Impacts on dry fabrics and multiple-layer fabrics have been researched extensively for over 15 years, both empirically and computationally. Fabrics have been modelled using various approaches and resolutions, such as pin-jointed bar elements, membranes, homogenised yarn level and filament level. These models show different levels of capability in capturing intricate geometrical details, inter-layer friction, inter-yarn friction, through-thickness deformation and energy absorption. Filament-level/micro-scale modelling has been introduced recently and could yield more realistic results, even though it is still untested in large enough fabric swatches, mainly due to the high computational expense. The current state of the art remains at the homogenised yarn or meso-scale level using solid elements.

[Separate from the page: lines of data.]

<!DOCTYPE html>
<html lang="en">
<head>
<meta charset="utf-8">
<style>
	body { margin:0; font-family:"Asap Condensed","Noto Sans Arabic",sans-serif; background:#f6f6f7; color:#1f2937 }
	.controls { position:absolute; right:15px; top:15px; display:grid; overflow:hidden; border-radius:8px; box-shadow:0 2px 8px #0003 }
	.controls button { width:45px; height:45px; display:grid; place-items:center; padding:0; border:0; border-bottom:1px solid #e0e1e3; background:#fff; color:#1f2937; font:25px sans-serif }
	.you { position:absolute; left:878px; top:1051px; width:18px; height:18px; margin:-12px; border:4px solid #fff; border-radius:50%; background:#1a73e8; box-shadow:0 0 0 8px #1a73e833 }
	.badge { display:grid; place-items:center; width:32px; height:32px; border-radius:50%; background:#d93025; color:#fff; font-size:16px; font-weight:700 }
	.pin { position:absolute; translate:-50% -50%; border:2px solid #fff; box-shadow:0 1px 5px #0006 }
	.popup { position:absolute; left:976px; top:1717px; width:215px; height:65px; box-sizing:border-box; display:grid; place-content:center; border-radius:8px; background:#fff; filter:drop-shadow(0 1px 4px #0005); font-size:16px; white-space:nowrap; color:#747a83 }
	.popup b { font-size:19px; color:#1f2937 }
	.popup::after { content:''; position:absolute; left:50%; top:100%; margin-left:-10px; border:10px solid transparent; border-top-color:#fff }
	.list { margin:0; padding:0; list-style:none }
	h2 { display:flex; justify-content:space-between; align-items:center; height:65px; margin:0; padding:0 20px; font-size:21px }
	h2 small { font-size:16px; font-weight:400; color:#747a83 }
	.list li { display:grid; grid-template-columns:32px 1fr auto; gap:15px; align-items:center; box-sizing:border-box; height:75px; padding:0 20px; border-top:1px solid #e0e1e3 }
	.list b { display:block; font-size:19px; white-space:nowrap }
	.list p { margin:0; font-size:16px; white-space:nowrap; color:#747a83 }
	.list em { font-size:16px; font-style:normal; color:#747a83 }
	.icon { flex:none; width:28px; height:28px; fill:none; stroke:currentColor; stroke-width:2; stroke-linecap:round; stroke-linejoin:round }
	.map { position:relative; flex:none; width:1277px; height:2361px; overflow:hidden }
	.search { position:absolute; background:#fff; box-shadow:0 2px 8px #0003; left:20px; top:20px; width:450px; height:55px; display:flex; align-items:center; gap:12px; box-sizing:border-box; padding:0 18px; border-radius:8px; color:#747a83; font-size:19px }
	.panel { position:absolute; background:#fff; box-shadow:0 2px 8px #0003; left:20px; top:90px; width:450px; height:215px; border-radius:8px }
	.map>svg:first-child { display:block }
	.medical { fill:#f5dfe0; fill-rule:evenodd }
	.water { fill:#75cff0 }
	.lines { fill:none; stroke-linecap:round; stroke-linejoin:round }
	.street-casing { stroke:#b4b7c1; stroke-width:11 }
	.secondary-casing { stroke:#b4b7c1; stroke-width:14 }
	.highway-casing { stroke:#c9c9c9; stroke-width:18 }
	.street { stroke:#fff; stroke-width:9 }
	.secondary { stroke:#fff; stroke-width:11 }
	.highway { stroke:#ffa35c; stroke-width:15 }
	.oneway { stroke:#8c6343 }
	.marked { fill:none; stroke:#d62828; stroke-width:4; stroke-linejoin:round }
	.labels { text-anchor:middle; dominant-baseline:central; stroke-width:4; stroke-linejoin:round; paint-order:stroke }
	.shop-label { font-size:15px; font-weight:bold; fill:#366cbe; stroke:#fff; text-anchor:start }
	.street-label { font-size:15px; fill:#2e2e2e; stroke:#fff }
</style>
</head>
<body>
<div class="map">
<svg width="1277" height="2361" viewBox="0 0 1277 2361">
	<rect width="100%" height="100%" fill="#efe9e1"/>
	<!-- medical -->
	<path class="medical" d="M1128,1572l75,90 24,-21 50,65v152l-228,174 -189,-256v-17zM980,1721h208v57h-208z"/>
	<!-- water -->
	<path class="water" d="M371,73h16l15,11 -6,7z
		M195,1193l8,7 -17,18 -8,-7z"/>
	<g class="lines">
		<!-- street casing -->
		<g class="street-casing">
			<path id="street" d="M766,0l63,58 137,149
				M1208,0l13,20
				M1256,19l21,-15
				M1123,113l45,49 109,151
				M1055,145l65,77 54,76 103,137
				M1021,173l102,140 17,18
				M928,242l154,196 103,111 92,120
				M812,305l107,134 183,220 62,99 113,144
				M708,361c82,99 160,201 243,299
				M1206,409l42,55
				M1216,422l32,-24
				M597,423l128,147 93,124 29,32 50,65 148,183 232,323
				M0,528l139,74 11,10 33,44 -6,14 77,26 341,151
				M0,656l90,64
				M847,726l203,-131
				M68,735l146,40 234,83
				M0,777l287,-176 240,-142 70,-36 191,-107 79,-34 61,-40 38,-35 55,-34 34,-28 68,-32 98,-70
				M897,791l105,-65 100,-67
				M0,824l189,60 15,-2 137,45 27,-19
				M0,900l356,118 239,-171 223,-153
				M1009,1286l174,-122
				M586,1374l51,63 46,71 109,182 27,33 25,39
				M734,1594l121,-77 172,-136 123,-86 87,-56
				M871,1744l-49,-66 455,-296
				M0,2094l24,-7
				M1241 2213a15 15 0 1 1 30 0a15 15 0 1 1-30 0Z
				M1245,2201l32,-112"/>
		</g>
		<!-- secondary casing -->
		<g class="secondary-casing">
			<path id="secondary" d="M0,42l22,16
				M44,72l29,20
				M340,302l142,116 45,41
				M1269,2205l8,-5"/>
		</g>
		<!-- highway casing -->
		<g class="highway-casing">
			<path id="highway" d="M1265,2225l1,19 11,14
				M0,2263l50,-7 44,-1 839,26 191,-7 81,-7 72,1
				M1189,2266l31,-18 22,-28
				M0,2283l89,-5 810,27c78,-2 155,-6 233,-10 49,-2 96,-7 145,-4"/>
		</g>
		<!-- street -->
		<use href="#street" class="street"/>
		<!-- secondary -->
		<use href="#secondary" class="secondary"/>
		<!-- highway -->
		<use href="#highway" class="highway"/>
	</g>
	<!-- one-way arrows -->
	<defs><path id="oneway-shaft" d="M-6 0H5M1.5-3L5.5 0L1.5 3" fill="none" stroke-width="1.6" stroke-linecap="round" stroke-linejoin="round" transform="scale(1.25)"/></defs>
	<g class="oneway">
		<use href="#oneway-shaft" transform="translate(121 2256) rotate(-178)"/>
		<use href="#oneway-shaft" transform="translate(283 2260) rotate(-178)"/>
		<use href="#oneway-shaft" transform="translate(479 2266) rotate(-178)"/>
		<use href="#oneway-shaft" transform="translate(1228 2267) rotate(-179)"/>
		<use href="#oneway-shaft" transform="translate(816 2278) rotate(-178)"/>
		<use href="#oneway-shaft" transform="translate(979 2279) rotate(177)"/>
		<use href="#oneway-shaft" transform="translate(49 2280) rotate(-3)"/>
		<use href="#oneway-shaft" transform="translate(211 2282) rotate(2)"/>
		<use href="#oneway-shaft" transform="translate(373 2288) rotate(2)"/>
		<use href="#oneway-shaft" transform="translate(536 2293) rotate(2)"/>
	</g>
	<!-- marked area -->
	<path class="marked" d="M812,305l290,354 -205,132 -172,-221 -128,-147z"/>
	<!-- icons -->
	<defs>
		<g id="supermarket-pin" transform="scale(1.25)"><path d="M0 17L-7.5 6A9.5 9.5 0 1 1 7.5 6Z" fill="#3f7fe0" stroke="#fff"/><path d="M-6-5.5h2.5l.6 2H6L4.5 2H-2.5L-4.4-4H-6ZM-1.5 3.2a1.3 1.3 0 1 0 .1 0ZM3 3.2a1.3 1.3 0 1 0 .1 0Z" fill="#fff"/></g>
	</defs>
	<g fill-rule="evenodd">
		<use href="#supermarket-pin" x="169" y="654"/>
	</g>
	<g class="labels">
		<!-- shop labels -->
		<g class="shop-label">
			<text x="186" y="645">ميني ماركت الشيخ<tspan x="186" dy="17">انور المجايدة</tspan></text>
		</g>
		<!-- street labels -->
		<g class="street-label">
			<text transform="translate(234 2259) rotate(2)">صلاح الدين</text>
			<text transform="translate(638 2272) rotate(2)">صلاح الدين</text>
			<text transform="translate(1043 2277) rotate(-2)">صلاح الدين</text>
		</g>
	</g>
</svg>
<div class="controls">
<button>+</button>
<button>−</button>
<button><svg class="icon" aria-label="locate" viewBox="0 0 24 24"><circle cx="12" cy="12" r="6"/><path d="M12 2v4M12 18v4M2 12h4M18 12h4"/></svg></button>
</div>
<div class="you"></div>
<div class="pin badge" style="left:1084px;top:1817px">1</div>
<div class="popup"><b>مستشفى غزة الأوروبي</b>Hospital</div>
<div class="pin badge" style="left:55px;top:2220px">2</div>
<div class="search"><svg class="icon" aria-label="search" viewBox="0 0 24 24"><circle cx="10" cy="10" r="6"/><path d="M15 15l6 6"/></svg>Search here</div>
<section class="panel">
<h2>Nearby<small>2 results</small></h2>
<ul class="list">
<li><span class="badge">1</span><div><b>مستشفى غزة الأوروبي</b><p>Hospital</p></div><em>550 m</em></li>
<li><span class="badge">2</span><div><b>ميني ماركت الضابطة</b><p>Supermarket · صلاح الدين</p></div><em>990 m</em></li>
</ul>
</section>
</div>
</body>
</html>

However, there is relatively less work done on STF-impregnated woven fabric composites, and even less research on computational analyses of such fabrics. A few computational approaches used in simulation of STF impregnation in fabrics have been reviewed in detail with their potential limitations and source references. One of the most popular approaches is to consider the effect of STF impregnation as a purely frictional enhancement and to modify meso-scale dry fabric contact algorithms with Coulombic friction description coefficients to incorporate it. However, this approach has failed to replicate the energy absorption behaviour of STF-impregnated fabrics. The current state of the art of STF-impregnated fabrics for ballistic impact simulations is, however, limited to this level. A novel approach of modelling STF-impregnated fabrics which is able to address the shortcomings of the current state of the art is proposed in conclusion of the preceding work. Constitutive modelling of the STF can be further improved using rate-dependent constitutive models already available.
Footnotes
Declaration of conflicting interests
The author(s) declared no potential conflicts of interest with respect to the research, authorship and/or publication of this article.
Funding
The author(s) received no financial support for the research, authorship and/or publication of this article.